5 Mistakes to Avoid When Managing Government Property

As a government contractor, you’re required by law (specifically by the FAR and DFARS) to track the government property you use, consume, or create. Anything owned or leased by the government counts as government property. Sounds simple on paper, right? But you’d be surprised how complex this can get.

Or maybe you wouldn’t be surprised. Maybe you’ve been pulling your hair out ever since you got that government contract. If that’s the case, you’ll feel better knowing you’re not alone. Government regulations can be very confusing to understand, and even more confusing to act upon.

We’ve put together this short list of common mistakes made when dealing with government property. If any of these sound familiar, be sure to take note of the suggested solutions and preventative actions you can take to get and stay on track. Let’s get started.


1)     Forgetting to Track Leased property

Even when the government doesn’t own a piece of equipment or a facility, it may still have title to it. When the government leases something, it is still responsible for the use and care of that property. Because of this, you should still include that property in your audit.

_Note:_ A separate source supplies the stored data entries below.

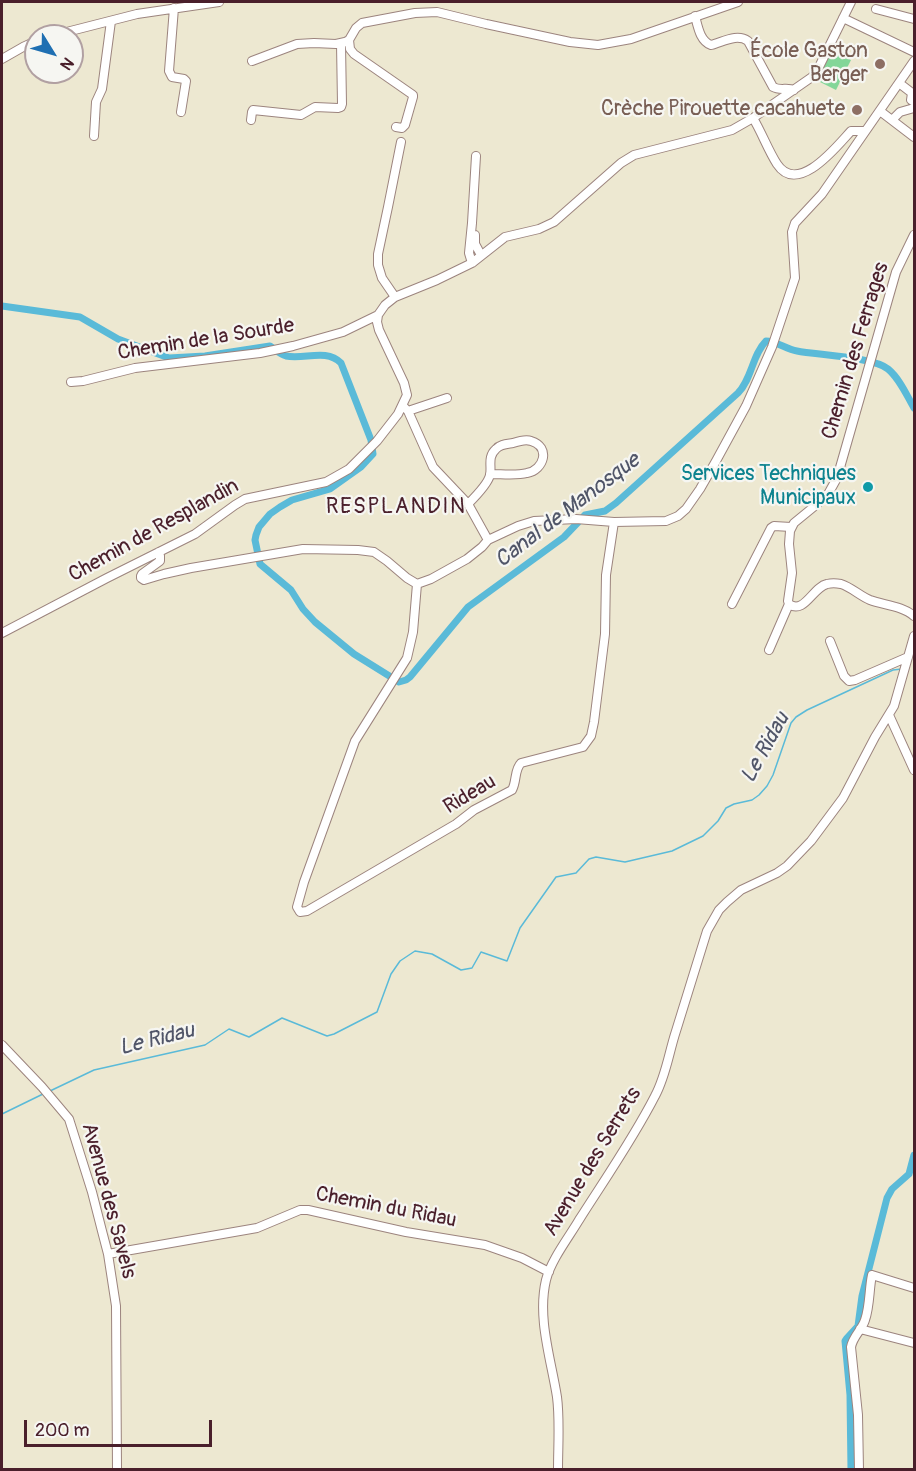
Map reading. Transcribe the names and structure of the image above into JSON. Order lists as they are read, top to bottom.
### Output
{
  "streets": {
    "street": [
      "Chemin de la Sourde",
      "Chemin des Ferrages",
      "Chemin de Resplandin",
      "Rideau",
      "Avenue des Serrets",
      "Avenue des Savels",
      "Chemin du Ridau"
    ]
  },
  "crossings": [
    ["Avenue des Serrets", "Chemin du Ridau"],
    ["Avenue des Savels", "Chemin du Ridau"]
  ],
  "districts": ["RESPLANDIN"],
  "water": ["Canal de Manosque", "Le Ridau"],
  "places": ["École Gaston Berger", "Crèche Pirouette cacahuete", "Services Techniques Municipaux"],
  "scale_bar": "200 m",
  "north": "bottom right"
}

The solution to this is fairly simple. Any assets from the government, leased or owned, should be labeled properly and counted in an audit. Incorporate these into your asset management system (see number 4) to make sure everything goes smoothly.


2)     Misplacing Assets

In asset management, we hear about it all of the time: assets disappearing as if they grew legs and walked away. You can imagine how much this can interfere with your work. At best, your employees fumble around trying to find a piece of equipment or tool. At worst, you keep losing important assets and the government slams you with a Corrective Action Request (CAR).

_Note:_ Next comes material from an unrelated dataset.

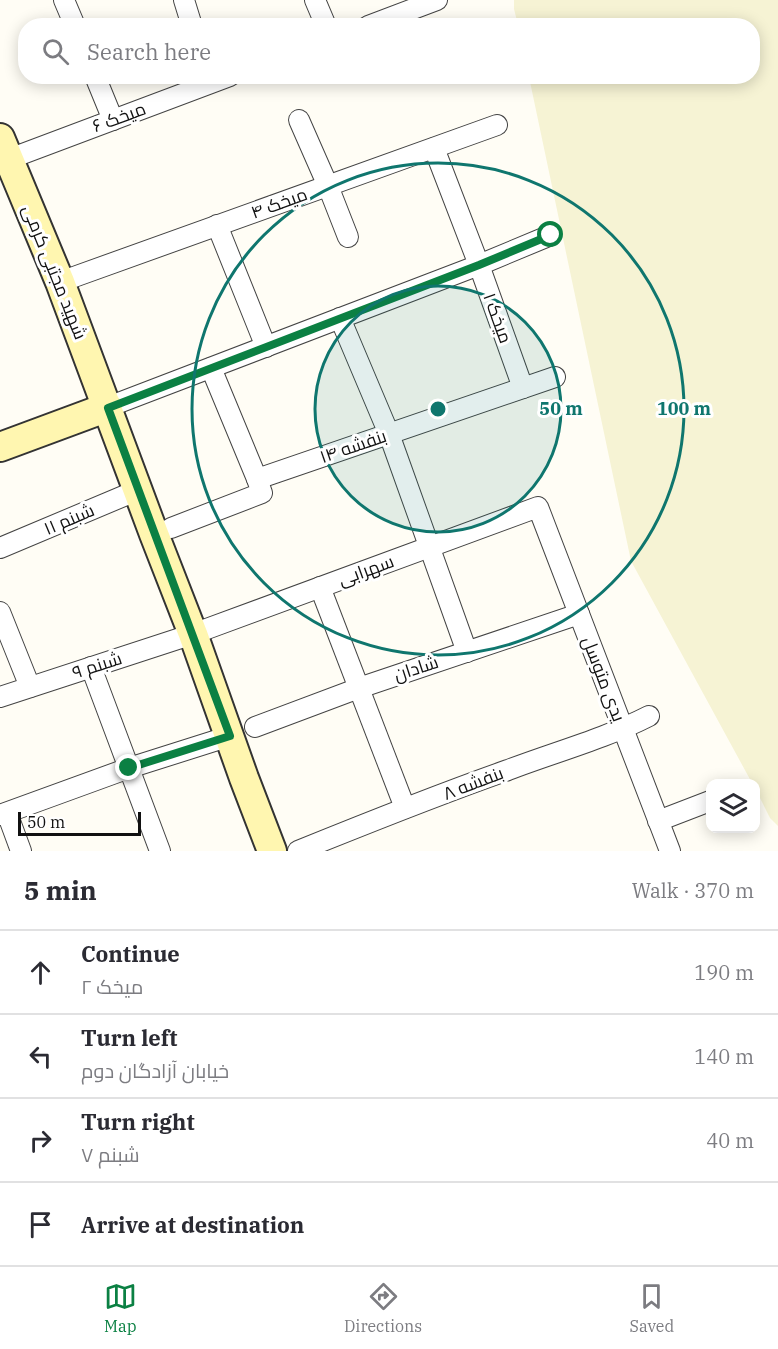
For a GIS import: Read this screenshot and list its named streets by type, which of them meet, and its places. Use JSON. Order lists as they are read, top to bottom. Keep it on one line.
{"streets":{"street":["میخک ۶","میخک ۴","شهید مجتبی کرمی","میخک ۱","بنفشه ۱۴","شبنم ۱۱","سهرابی","شبنم ۹","شادان","یدی متوسل","بنفشه ۸"]},"crossings":[["میخک ۶","شهید مجتبی کرمی"],["میخک ۴","شهید مجتبی کرمی"],["میخک ۴","میخک ۱"],["شهید مجتبی کرمی","شبنم ۱۱"],["شهید مجتبی کرمی","سهرابی"],["شهید مجتبی کرمی","شبنم ۹"],["شهید مجتبی کرمی","شادان"],["میخک ۱","بنفشه ۱۴"],["سهرابی","شبنم ۹"],["سهرابی","یدی متوسل"],["شادان","یدی متوسل"],["یدی متوسل","بنفشه ۸"]],"scale_bar":"50 m","page":{"search":"Search here","scale":"50 m","heading":["5 min","Walk · 370 m"],"list":[["Continue","میخک ۲","190 m"],["Turn left","خیابان آزادگان دوم","140 m"],["Turn right","شبنم ۷","40 m"],"Arrive at destination"],"nav":["Map","Directions","Saved"]},"rings":["50 m","100 m"]}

To stop assets from getting lost, schedule audits and asset management training sessions frequently (we recommend having them annually). This way you check on the location of your assets often, and ensure your employees can continue to track the assets in between audits.


3)     Using Government Property for Other Contracts

When you get a shiny new toy, it’s tempting to use it whenever you can. However, if that shiny new toy was provided by the government for a specific purpose, it has to be used for that purpose, and ONLY that purpose.

If you or your company are found to have used government property improperly in this way, you can face serious penalties. A mistake like this can happen to anybody. Raytheon, a major government contractor, was charged $18 million by the U.S. Air Force for utilizing government resources on commercial products.

Prevent this by labeling and separating government property from other assets. This way no one will accidentally use government property when they aren’t supposed to. Be sure to explain to employees these rules and why they’re important.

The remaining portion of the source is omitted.